US Core CPI Highest in 4.5 Years
World Economy

US Core CPI Highest in 4.5 Years

Rising rents and medical costs lifted underlying US inflation in January by the most in nearly 4-1/2 years, signs of an uptick in price pressures that could allow the Federal Reserve to gradually raise interest rates this year.
The Labor Department said on Friday its consumer price index, excluding the volatile food and energy components, increased 0.3% last month. That was the biggest gain since August 2011 and followed a 0.2% rise in December, Reuters reported.
In the 12 months through January, the core CPI advanced 2.2%, the largest rise since June 2012. The CPI had increased 2.1% in December. The Fed has a 2% inflation target and monitors a price measure that is running well below the core CPI.
Economists polled by Reuters had forecast core CPI up 0.2% last month and increasing 2.1% from a year ago.
Inflation is being watched for clues on whether the Fed would continue raising interest rates this year after the US central bank lifted borrowing costs in December for the first time in nearly a decade.
Tighter financial market conditions in the wake of a recent sharp stock market sell-off and slowing domestic and global growth have almost wiped out bets for a March rate increase.
Signs of a pick-up in underlying inflation are likely to be welcomed by Federal Reserve officials, but significant gains remain a challenge against the backdrop of very low inflation expectations by households.
Still, the firming in the core CPI, together with a strengthening labor market suggest rate hikes for the rest of the year remain on the table.
The overall CPI was unchanged last month after slipping 0.1% in December. The CPI increased 1.4% in the 12 months through January, the biggest rise since October 2014, after gaining 0.7% in December.
The year-over-year inflation rate is rising as the oil price-driven weak readings in 2015 wash out of the calculation.

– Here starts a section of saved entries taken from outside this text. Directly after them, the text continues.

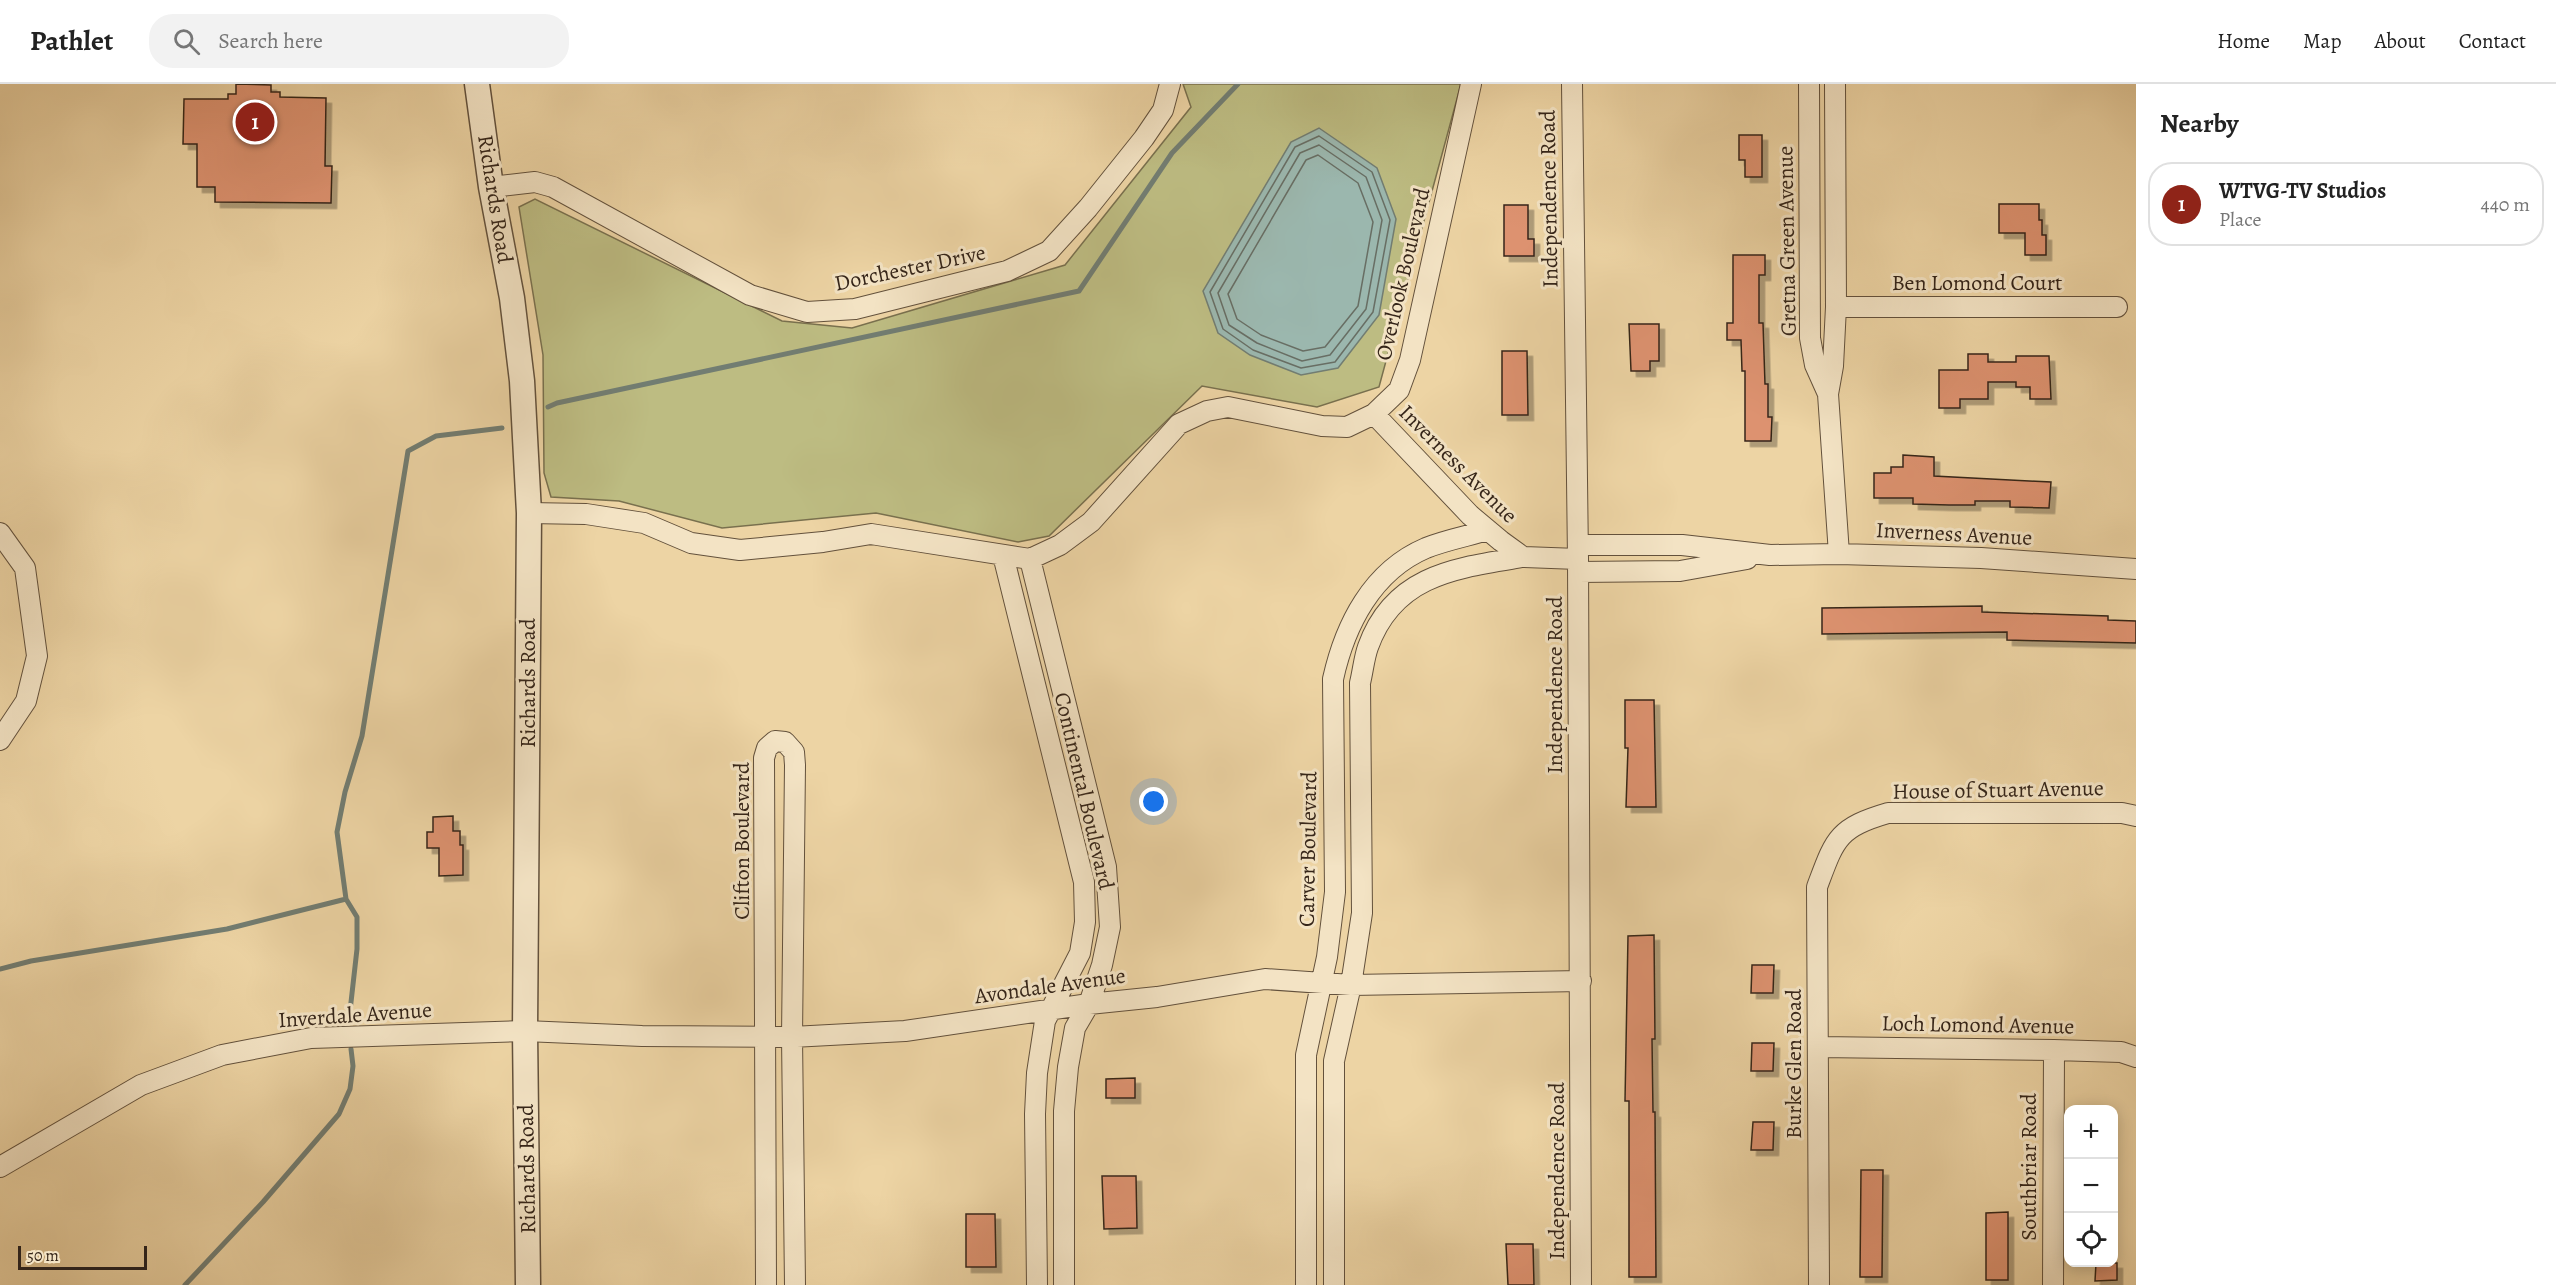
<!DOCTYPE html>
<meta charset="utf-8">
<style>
:root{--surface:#fff;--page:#f2f2f2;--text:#222;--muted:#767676;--line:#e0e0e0;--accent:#8f2418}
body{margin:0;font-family:Alegreya,serif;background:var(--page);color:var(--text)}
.controls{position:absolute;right:18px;bottom:18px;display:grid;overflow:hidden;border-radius:12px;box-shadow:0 3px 15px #0003}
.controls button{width:54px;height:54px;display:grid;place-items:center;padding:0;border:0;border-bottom:2px solid var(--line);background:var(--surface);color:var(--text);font:30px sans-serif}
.scale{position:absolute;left:18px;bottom:15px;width:129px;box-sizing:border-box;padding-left:6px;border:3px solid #352519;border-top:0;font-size:16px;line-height:21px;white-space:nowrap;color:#352519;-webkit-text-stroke:4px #f3e3c4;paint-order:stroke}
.you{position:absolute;left:1154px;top:718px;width:21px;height:21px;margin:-15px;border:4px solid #fff;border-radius:50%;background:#1a73e8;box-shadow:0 0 0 9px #1a73e833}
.badge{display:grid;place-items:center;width:39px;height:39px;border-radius:50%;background:var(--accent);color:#fff;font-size:20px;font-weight:700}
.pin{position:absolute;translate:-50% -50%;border:3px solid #fff;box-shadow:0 2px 6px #0006}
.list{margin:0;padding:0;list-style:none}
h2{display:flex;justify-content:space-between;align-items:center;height:78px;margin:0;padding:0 24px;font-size:26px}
h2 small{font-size:20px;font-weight:400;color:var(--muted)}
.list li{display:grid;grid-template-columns:39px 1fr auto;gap:18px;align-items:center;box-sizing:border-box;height:84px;margin:0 12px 12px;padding:0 12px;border:2px solid var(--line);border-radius:24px}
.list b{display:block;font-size:22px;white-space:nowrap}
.list p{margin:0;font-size:20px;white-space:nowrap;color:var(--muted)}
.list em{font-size:20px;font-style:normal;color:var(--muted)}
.icon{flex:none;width:33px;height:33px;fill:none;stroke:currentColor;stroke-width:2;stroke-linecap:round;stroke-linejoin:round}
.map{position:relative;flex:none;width:2136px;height:1201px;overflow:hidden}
header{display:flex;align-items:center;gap:36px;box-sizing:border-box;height:84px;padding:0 30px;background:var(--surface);border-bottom:2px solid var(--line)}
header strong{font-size:28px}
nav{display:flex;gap:33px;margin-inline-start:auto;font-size:21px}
.search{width:420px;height:54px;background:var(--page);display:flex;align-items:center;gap:15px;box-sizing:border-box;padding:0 21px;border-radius:24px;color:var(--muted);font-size:22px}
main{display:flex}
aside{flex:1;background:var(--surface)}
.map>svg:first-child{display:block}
</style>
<header>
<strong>Pathlet</strong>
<div class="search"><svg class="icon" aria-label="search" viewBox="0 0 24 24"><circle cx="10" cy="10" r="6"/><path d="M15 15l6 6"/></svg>Search here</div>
<nav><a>Home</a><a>Map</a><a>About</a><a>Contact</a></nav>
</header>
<main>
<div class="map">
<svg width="2136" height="1201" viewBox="0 0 2136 1201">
<defs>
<filter id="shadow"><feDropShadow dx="5.5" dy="5.5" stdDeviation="0" flood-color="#0004"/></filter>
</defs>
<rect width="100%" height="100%" fill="#edd4a4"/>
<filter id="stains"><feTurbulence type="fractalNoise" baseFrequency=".00333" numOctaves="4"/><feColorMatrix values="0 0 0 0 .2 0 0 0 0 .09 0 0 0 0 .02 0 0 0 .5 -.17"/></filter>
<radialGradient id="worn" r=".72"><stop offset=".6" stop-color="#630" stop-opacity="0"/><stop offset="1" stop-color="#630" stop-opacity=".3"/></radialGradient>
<path fill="#bdbc82" stroke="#79704e" stroke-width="1.5" d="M1183 0H1461L1379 303 1317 323 1202 302 1049 452 1018 458 876 429 722 444 619 417 551 413 544 389 543 271 519 123 535 115 782 237 852 244 1065 181 1191 23Z"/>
<path fill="#9bb7ae" stroke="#727d72" stroke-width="1.5" d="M1319 44 1377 84 1396 135 1379 231 1338 284 1301 291 1250 271 1218 249 1203 207 1291 58Z"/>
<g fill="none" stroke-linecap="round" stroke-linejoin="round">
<path stroke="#686e64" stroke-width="1.5" d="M1319 52 1372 88 1390 136 1373 228 1335 278 1301 284 1253 266 1223 245 1210 208 1295 63Z
M1319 61 1366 93 1382 136 1366 225 1330 271 1302 277 1257 259 1229 241 1218 209 1300 69Z
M1318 71 1358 99 1373 138 1358 222 1325 263 1303 267 1261 251 1237 235 1228 210 1306 76Z"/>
<path stroke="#727d72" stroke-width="5" d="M548 323 557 319 1079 207 1172 69 1238 0
M346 815 357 833V865L349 936
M0 885 31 877 227 845 346 815 337 748 345 708 362 652 408 367 436 352 502 344
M185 1201 263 1118 339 1030 350 1005 353 982 351 965"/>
</g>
<path fill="#dd9270" stroke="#352519" stroke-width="1.5" filter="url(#shadow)" d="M236 0 271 1V8H280V13L326 14 325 82H332L331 119 215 118V103H197V60H183L184 15H228V10H236Z
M1739 51H1762V93H1745V76H1739Z
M1999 120H2039V136H2042V151H2046V171H2025V149H1999Z
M1504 121H1528V155H1534V172H1504Z
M1733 171H1765V191H1759V239H1763L1765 300H1768V333H1772L1771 357H1745V287H1742L1741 256H1727V239H1733Z
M1629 240H1659V277H1650V287H1631Z
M1502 267H1527L1528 331H1502Z
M1968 270H1988V278H2016V272H2049L2051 315H2030V303H2016V298H1988V315H1960V324H1939V286H1968Z
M1903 371 1934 373V392L2051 398 2049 424 2010 423V417H1975V421H1949L1913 420V414H1874V389H1891V383H1903Z
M1982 522V528L2108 532V536L2136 537V559L2007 556V548L1822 550V524Z
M1625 616H1654L1656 723H1626L1628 664H1625Z
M453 732V747H460V761H463V791L439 792V764H427V748H433V733Z
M1654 851 1655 955H1652L1653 1028H1655L1656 1193H1629V1017H1625L1628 852Z
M1752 881H1774L1773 909H1751Z
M1752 959H1774L1773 987H1751Z
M1135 994V1014H1106V995Z
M1753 1038H1774L1773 1066H1751Z
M1861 1086H1883L1882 1193H1860Z
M1102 1092H1136L1137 1144 1104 1145Z
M2008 1128V1196H1986V1129Z
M966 1130H995L996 1183H966Z
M1506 1160H1533L1534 1201H1508Z
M2096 1179H2117V1196L2095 1197Z"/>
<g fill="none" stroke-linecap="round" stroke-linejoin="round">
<defs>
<path id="minor" d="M1572 0 1578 475 1581 1201
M1809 0 1810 254 1815 281 1828 310
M1835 0 1836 223 1833 282 1828 310 1839 470
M491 103 535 98 553 103 750 211 807 228 855 225 1007 187 1049 167 1088 124 1144 54 1163 26 1170 0
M1836 223H2117
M1374 330 1470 431 1501 457 1523 473 1578 475
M529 429 586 430 644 439 691 459 740 466 823 458 871 450 1030 475 1060 461 1091 438 1179 340 1207 327 1228 323 1322 342 1347 343 1374 330 1399 306 1410 276 1471 0
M0 449 25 484 37 572 26 617 0 656
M1578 461H1682L1770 471 1839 470 1981 474 2136 485
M1003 471 1084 798 1085 838 1080 869 1045 937 1037 989 1035 1030 1037 1201
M1030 475 1106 783 1110 843 1102 881 1089 920 1075 944 1068 983 1064 1027V1201
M1578 488 1680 487 1747 475
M1819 963 2054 966 2121 968 2136 973
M0 1083 141 1001 222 971 311 954 525 947 642 952 792 953 905 947 1089 920 1157 913 1265 895 1351 901 1581 897
M766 1201 764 674 767 664 775 657 785 658 794 668 795 681 792 953 795 1201
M1306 1201V971L1327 873 1335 808 1333 595C1345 541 1372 487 1426 464 1446 456 1468 452 1488 446
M1334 1201V977L1351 901 1362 829 1360 599C1363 587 1364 574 1368 563 1394 490 1457 484 1523 473
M1819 1201 1817 803C1835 755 1837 744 1888 729H2122L2136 732
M2053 1201 2054 966"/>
<path id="tertiary" d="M477 0 491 103 512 214 522 297 529 429 525 947 528 1201"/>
</defs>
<use href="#minor" stroke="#63513c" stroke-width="22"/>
<use href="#tertiary" stroke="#63513c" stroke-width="27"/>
<use href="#minor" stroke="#f3e3c4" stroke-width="20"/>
<use href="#tertiary" stroke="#f3e3c4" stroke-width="24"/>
</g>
<g text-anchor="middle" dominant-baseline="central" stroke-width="6" stroke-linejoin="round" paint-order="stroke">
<g font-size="22" fill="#352519" stroke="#f3e3c4">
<text transform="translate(495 115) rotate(81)">Richards Road</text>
<text transform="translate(1549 115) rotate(-91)">Independence Road</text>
<text transform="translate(1787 157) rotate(-91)">Gretna Green Avenue</text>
<text transform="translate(910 184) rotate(-12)">Dorchester Drive</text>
<text transform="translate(1403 190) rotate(-77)">Overlook Boulevard</text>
<text x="1977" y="199">Ben Lomond Court</text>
<text transform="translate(1458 380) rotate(45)">Inverness Avenue</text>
<text transform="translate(1954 450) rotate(3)">Inverness Avenue</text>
<text transform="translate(528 599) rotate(-90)">Richards Road</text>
<text transform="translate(1555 601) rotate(-90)">Independence Road</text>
<text transform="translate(1998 706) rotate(-1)">House of Stuart Avenue</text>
<text transform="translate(1084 707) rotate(77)">Continental Boulevard</text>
<text transform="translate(742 757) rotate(-90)">Clifton Boulevard</text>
<text transform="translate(1308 765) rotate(-89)">Carver Boulevard</text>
<text transform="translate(1050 902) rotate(-8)">Avondale Avenue</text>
<text transform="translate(355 931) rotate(-4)">Inverdale Avenue</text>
<text transform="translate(1978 941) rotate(1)">Loch Lomond Avenue</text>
<text transform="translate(1794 980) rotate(-90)">Burke Glen Road</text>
<text transform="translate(2029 1083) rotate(-90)">Southbriar Road</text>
<text transform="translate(527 1085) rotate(-91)">Richards Road</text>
<text transform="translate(1557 1087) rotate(-90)">Independence Road</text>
</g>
</g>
<rect width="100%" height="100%" filter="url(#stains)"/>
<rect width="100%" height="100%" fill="url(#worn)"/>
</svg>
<div class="controls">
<button>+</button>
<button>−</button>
<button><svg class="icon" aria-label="locate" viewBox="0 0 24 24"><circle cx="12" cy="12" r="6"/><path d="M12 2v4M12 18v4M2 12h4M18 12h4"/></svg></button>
</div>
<div class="scale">50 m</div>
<div class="you"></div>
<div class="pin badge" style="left:255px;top:38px">1</div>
</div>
<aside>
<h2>Nearby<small></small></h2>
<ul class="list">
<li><span class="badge">1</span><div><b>WTVG-TV Studios</b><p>Place</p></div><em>440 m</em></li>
</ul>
</aside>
</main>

The government on Wednesday published revisions to the inflation data going back five years. Those revisions showed both the monthly CPI and core CPI readings a bit firmer in the last months of 2015 than previously reported.
Last month, the rental index increased 0.3% after a similar gain in December. Medical care costs rose 0.5%, with prices for prescription drugs also increasing 0.5%. The cost of doctor visits edged up 0.1% after falling 0.2% in December. Hospital costs increased 0.4%.
Apparel prices rose 0.6% after falling for four straight months. The increase in apparel is surprising as retailers have been offering deep discounts to sell unwanted inventory. Prices for new motor vehicles advanced 0.3%.
Gasoline prices fell 4.8%, while food prices were unchanged.
The US bond market’s gauges on investors’ inflation expectations rose, erasing earlier losses. The yield premium on regular 10-year US Treasuries over 10-year Treasury Inflation Protected Securities, grew over 2 basis points to 1.29 percentage points.